Task -
In the entries below, find the lines with the word "does" and copy them.

(Stored data entries)
▽
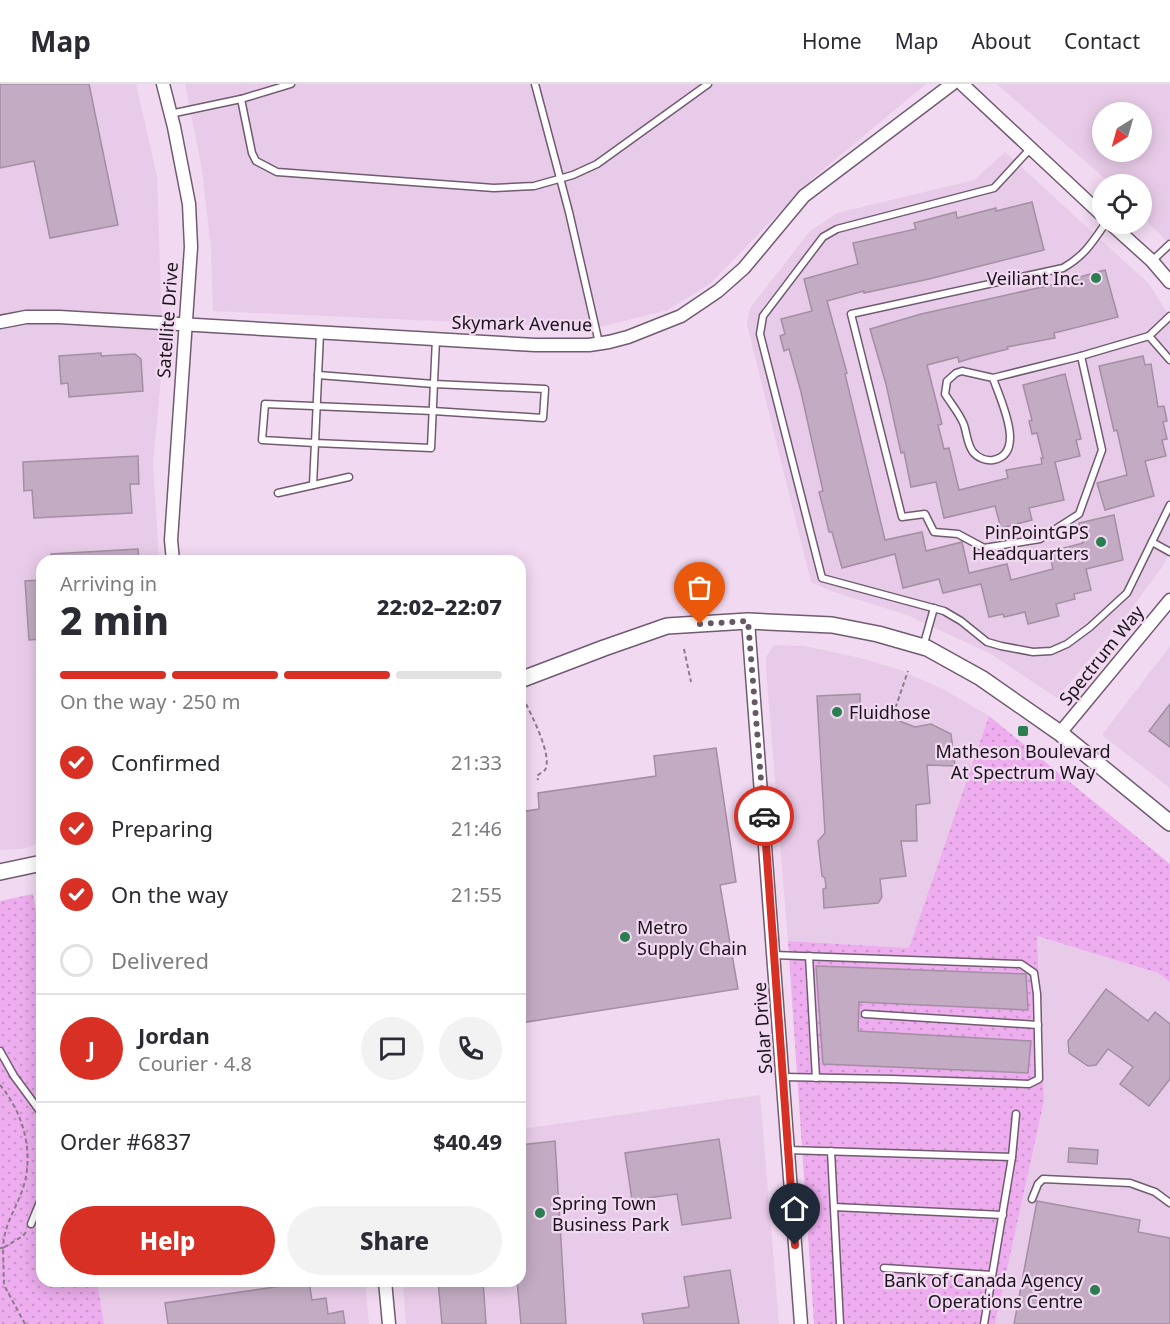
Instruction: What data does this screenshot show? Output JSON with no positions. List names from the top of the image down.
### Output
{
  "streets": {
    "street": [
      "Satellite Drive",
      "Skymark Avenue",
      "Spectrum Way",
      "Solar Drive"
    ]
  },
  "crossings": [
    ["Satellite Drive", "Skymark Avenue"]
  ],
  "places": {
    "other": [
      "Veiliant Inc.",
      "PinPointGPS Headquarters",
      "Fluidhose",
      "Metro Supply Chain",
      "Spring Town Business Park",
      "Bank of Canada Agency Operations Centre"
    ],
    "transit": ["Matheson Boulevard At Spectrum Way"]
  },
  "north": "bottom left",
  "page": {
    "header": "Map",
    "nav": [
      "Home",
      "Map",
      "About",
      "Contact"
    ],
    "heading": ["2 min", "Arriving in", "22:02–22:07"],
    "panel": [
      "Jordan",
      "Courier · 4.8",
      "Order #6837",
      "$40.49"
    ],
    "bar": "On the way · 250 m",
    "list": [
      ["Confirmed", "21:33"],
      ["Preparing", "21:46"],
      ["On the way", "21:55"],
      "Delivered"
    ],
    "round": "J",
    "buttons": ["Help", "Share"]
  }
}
△
▽
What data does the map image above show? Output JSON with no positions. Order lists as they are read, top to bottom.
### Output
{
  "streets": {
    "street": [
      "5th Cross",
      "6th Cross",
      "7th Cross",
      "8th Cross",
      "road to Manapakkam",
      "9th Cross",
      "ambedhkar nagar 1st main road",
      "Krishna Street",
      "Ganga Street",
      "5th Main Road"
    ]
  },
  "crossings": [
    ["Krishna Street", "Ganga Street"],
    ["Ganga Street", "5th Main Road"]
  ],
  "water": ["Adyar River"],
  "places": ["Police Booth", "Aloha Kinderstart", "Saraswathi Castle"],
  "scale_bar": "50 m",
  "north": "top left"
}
△
Output below -
Instruction: What data does this screenshot show? Output JSON with no positions. List names from the top of the image down.
What data does the map image above show? Output JSON with no positions. Order lists as they are read, top to bottom.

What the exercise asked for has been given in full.